La negra y la rosa - Juan Ramón Jiménez

"Una realidad invisible anda por todo el subterráneo, cuyo estrepitoso negror rechinante, sucio y cálido, apenas se siente. Todos han desejado sus periódicos, sus gomas y sus gritos; están absortos, como en una pesadilla de cansancio y de tristeza, en esta rosa blanca que la negra exalta y que es como la conciencia del subterráneo." - La negra y la rosa - Juan Ramón Jiménez

segunda-feira, 28 de setembro de 2009

Mia, JASMIM

Calça jeans, all star verde e uma camiseta com alguma figura retrô desenhada no centro. Os cabelos espalhados, emaranhados em pequenos galhos secos, os olhos fechados e o pulmão num exercício calmo e profundo de abrir e fechar. Os braços e pernas relaxados, abertos, a grama pinicando onde toca a pele. Podia ouvir comunidades de formigas caminhando embaixo e em sua volta. Podia ouvir a grama crescendo só para lhe fazer macia a cama. Por um momento imaginou formigas transitando de uma orelha a outra, passeando pelo seu corpo em túneis e voltas, tão entregue estava àquele instante, achava justo ceder-se completa ao espaço. Imaginou joaninhas coloridas protagonizando um balé naquele gramado da cor do seu tênis.

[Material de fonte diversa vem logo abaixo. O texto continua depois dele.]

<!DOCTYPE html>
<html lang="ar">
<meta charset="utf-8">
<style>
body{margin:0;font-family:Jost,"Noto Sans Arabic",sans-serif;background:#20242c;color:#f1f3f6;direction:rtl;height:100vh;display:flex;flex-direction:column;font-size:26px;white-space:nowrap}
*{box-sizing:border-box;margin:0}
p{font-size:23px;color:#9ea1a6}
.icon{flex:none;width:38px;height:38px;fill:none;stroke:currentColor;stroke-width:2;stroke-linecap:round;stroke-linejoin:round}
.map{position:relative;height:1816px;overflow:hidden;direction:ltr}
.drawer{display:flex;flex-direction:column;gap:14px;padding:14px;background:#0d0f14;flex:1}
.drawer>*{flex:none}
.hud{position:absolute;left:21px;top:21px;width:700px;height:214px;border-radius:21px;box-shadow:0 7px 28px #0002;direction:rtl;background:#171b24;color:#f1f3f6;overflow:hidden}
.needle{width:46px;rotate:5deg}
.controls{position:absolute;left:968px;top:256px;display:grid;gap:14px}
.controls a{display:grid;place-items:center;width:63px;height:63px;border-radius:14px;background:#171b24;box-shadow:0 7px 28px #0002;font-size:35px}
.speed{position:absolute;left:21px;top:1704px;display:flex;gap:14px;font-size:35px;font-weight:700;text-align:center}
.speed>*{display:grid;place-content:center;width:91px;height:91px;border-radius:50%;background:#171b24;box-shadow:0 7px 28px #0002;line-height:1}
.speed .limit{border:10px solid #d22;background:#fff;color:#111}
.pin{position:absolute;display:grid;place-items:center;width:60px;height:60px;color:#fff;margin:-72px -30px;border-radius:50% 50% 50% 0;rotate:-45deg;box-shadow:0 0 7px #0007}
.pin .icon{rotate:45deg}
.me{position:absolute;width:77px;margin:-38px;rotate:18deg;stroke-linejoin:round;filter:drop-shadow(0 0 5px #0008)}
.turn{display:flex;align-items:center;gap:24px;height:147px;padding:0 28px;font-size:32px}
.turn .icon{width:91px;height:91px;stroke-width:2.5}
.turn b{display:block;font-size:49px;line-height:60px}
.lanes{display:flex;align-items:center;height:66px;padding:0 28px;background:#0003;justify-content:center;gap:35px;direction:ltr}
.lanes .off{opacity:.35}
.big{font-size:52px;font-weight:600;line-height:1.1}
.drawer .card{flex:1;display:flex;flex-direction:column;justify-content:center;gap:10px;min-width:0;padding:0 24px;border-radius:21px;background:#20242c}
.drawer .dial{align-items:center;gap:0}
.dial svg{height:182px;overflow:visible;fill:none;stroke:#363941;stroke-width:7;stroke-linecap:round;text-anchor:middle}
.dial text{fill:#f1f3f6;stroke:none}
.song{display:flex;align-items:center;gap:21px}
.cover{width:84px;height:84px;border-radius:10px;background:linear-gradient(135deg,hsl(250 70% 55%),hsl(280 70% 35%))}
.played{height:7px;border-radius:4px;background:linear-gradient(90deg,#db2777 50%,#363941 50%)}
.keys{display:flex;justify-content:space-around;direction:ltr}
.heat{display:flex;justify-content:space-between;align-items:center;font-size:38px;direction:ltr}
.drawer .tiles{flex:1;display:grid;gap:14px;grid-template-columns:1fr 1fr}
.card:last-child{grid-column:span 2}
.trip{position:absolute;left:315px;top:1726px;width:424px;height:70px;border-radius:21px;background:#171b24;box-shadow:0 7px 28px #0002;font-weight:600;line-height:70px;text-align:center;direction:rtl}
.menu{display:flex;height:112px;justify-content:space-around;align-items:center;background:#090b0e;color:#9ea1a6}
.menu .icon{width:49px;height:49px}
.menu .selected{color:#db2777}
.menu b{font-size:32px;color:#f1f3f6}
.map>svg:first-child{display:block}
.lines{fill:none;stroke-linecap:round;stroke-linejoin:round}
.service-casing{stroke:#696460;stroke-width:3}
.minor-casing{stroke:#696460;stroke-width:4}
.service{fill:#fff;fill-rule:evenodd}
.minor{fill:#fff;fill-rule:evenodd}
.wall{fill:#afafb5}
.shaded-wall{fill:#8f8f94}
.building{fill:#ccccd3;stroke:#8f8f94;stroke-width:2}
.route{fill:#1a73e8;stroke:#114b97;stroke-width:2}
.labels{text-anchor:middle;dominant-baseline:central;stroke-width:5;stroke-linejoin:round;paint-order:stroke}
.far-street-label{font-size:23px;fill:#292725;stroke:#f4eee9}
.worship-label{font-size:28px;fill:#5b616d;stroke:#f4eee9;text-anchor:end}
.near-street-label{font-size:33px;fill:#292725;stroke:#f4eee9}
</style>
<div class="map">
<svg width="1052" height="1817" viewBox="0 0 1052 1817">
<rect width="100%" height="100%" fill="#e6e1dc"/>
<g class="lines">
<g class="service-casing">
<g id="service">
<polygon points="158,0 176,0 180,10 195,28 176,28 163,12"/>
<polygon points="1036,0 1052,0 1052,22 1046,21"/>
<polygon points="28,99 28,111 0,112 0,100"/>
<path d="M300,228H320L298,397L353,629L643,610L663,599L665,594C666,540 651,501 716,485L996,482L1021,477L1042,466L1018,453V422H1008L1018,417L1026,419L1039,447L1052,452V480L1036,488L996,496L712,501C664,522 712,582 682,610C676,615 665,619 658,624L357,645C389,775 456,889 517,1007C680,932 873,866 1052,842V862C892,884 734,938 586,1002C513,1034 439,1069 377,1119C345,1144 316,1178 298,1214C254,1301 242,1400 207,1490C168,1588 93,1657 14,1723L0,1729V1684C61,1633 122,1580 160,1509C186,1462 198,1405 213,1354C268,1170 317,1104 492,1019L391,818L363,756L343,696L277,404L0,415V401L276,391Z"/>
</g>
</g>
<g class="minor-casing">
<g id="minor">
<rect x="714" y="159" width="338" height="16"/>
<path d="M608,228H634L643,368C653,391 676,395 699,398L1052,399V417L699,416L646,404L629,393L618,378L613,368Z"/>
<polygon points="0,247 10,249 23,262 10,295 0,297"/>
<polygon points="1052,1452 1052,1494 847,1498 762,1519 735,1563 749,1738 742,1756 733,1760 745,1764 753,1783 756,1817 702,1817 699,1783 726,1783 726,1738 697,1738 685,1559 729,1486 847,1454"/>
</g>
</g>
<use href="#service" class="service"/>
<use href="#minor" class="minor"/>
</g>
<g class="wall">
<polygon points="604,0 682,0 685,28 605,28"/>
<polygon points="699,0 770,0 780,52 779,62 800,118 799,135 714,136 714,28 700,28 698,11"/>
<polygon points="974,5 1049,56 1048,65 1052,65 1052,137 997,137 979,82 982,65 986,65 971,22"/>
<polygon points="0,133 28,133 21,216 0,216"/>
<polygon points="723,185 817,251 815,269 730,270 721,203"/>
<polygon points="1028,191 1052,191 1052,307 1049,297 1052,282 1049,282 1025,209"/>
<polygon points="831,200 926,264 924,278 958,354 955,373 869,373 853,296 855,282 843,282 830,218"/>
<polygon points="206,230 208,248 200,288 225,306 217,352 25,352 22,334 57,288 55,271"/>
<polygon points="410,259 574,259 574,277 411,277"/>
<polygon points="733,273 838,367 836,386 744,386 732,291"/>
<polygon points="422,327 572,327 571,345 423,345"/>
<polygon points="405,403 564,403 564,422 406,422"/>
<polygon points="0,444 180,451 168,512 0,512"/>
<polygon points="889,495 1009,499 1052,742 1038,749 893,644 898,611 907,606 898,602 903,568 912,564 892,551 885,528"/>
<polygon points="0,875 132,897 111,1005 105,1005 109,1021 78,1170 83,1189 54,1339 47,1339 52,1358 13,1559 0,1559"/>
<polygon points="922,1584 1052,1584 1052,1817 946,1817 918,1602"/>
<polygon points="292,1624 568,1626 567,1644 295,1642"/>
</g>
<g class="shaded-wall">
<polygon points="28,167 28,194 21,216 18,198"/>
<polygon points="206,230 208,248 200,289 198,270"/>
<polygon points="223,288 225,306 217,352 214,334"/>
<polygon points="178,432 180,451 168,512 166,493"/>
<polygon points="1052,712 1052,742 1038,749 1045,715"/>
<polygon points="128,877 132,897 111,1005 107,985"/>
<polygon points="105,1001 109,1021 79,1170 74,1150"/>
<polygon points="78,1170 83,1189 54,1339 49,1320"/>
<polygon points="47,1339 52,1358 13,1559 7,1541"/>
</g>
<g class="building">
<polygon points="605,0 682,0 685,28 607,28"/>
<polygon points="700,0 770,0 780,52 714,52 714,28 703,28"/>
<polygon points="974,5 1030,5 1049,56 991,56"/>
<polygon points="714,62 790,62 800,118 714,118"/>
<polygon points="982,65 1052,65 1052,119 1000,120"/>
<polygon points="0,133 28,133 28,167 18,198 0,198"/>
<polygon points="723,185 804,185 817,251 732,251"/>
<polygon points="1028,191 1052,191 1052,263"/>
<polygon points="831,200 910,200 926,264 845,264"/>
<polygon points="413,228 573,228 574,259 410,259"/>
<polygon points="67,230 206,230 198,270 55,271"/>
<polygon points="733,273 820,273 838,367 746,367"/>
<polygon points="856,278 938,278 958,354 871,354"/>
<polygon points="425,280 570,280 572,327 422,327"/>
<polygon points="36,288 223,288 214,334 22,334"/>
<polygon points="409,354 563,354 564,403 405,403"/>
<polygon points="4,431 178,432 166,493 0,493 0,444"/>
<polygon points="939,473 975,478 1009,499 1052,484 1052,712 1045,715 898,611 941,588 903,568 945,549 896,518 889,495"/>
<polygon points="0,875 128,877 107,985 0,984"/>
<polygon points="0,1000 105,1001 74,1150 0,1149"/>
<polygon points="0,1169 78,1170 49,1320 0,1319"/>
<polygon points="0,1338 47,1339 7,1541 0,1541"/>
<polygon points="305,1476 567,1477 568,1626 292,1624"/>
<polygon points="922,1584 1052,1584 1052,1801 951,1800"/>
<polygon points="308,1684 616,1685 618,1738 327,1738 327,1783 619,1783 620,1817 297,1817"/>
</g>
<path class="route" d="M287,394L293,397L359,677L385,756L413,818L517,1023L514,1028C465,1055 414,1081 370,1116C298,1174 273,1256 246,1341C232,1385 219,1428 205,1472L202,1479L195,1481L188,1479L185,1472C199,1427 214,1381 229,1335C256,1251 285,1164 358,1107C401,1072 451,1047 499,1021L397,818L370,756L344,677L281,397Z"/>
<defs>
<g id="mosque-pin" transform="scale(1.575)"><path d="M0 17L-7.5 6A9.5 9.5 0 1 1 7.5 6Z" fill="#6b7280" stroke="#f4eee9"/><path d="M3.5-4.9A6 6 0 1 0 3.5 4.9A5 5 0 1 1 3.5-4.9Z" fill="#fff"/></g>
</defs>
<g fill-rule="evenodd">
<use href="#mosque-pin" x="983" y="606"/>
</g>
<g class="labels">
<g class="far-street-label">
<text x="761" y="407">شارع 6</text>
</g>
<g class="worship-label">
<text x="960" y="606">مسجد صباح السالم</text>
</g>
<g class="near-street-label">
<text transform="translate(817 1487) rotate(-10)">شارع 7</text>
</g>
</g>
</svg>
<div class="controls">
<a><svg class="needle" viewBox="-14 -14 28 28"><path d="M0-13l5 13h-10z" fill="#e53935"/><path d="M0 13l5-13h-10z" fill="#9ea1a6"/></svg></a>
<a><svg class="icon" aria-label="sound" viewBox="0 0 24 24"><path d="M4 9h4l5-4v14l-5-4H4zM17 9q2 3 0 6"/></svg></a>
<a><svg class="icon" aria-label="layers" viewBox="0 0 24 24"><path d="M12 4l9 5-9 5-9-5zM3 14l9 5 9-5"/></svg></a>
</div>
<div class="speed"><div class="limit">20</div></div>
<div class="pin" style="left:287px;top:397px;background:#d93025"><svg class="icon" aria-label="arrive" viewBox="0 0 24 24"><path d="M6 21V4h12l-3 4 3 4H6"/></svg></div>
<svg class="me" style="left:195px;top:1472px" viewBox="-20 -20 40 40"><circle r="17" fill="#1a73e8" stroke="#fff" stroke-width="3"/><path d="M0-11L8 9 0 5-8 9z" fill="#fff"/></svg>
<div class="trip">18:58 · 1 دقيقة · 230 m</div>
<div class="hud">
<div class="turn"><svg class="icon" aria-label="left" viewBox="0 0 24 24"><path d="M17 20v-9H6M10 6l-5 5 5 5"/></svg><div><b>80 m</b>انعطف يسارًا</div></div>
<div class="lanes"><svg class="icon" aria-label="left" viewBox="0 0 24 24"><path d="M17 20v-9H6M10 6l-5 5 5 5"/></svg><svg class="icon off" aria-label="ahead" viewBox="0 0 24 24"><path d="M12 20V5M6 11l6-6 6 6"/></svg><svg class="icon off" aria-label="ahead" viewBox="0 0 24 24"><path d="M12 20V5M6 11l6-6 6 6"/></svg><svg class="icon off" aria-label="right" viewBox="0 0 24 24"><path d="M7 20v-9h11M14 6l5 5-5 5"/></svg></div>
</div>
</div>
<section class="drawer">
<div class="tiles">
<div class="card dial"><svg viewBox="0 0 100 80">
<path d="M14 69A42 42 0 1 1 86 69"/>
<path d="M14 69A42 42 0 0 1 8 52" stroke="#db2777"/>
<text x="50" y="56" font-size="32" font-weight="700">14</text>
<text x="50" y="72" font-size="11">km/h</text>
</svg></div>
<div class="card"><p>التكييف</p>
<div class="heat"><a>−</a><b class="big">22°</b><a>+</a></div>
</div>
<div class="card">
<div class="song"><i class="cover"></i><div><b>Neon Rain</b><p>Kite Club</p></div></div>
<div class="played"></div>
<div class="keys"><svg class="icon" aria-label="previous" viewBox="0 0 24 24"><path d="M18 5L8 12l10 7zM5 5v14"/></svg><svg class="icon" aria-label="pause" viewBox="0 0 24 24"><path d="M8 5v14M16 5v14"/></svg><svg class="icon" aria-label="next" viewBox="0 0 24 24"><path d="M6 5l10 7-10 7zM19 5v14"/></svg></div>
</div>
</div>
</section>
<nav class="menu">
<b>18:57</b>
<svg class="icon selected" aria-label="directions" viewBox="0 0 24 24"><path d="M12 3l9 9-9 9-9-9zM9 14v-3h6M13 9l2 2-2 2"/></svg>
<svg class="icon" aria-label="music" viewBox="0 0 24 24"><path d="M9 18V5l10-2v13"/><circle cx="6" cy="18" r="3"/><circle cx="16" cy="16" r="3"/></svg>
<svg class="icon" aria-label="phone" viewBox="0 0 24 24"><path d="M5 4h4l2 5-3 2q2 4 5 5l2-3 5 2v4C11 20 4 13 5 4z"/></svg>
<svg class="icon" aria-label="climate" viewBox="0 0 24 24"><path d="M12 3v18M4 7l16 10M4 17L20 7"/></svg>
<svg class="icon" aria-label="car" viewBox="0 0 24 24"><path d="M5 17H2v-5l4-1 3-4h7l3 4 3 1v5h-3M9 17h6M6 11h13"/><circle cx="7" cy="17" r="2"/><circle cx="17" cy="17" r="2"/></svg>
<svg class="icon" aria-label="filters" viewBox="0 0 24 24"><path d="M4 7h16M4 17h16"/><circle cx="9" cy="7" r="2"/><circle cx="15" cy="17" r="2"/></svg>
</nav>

Inspirou mais fundo e um aroma delicioso de jasmim lhe puxou lágrimas pra fora da lembrança. O cheiro do jasmim amanhecido e regado pelo orvalho lembrava seu pai. Manhãs que começavam com o sol ainda engatinhando e a chaleira já cantando na boca do fogão. O sabor amargo do chimarrão tinha gosto de colo e perfume de nós nos cabelos formados de tanto se enrolarem nos dedos de seu pai. Ele sempre a convidava para cheirar de perto os jasmins. Ela sempre pedia colo. Quando era pequena deixava as flores secarem para num ritual singular arrancar uma a uma, como se nesse gesto devolvesse vida à planta. Mas não era da árvore a graça de desdobrar encantamento, eram das flores secas, achava cada uma um singelo bouquet de uma delicadeza indescritível, o melhor dos perfumes desabrochado de presente toda manhã em sua janela. Da janela podia contemplar também o gramado como um tapete de veludo verde convidando a uma preguiça vespertina e o céu como um quadro de Monet, açucarado.


As lembranças tomaram conta de sua cabeça repentinamente, ganharam força, emocionaram, apertaram-se dentro dela provocando um frio e um arrepio que pareciam competir em uma corrida frenética que percorria todo seu interior. Abriu lentamente os olhos e cegou-se por alguns instantes, fechou-os novamente, lacrimejando reabriu e sentiu as nuvens a um palmo de sua face, o céu estava de um azul primavera com nuvens branquíssimas infladas como doces de algodão, macias, espalhadas por todo canto.

Sentiu uma tristeza tão calma e tão funda que sequer teve tempo de mudar a expressão, as lágrimas começaram a se jogar como suicidas de sua face. Quase podia escutá-las molhando a grama e depois a terra. Imaginou-as invadindo seus ouvidos e afogando as formigas.

Não sabia o porquê desse sentimento, mas cada vez mais aquela angústia tomava corpo e como que invadindo o seu, crescia dentro, imperativa, rígida... Sentiu vontade de correr, sentiu vontade de gritar, sentiu mais vontade de chorar e de se encolher e de se cobrir e de silenciar.

A vontade mais funda era a vontade da paz que se tem quando se é criança. Do aconchego e segurança do colo do pai, das histórias da mãe, do café da vó, do doce de leite do vô, do cheiro tão típico da casa da tia, do cheiro de mato picado atrás de casa quando brincava de ‘casinha’, o choro do irmão pequeno que mal sabia pronunciar as sílabas de seu nome, das brincadeiras com as crianças da rua, dos desenhos de manhã, da pipoca com refrigerante e filme e cobertor numa tarde fria. Saudade de alguém que já se foi, saudade de um tempo que acabou.

Fechou e abriu novamente os olhos. Mas estes já não eram os mesmo e a angústia transformou-se em força e a saudade em lembrança, e a lembrança em carinho. A tristeza foi-se e nasceram alguns espinhos, mas tantos, tantos, tantos jasmins, que a sala toda se embriagou de um perfume aveludado.

Era uma mulher com gracejos de menina e se orgulhava disso.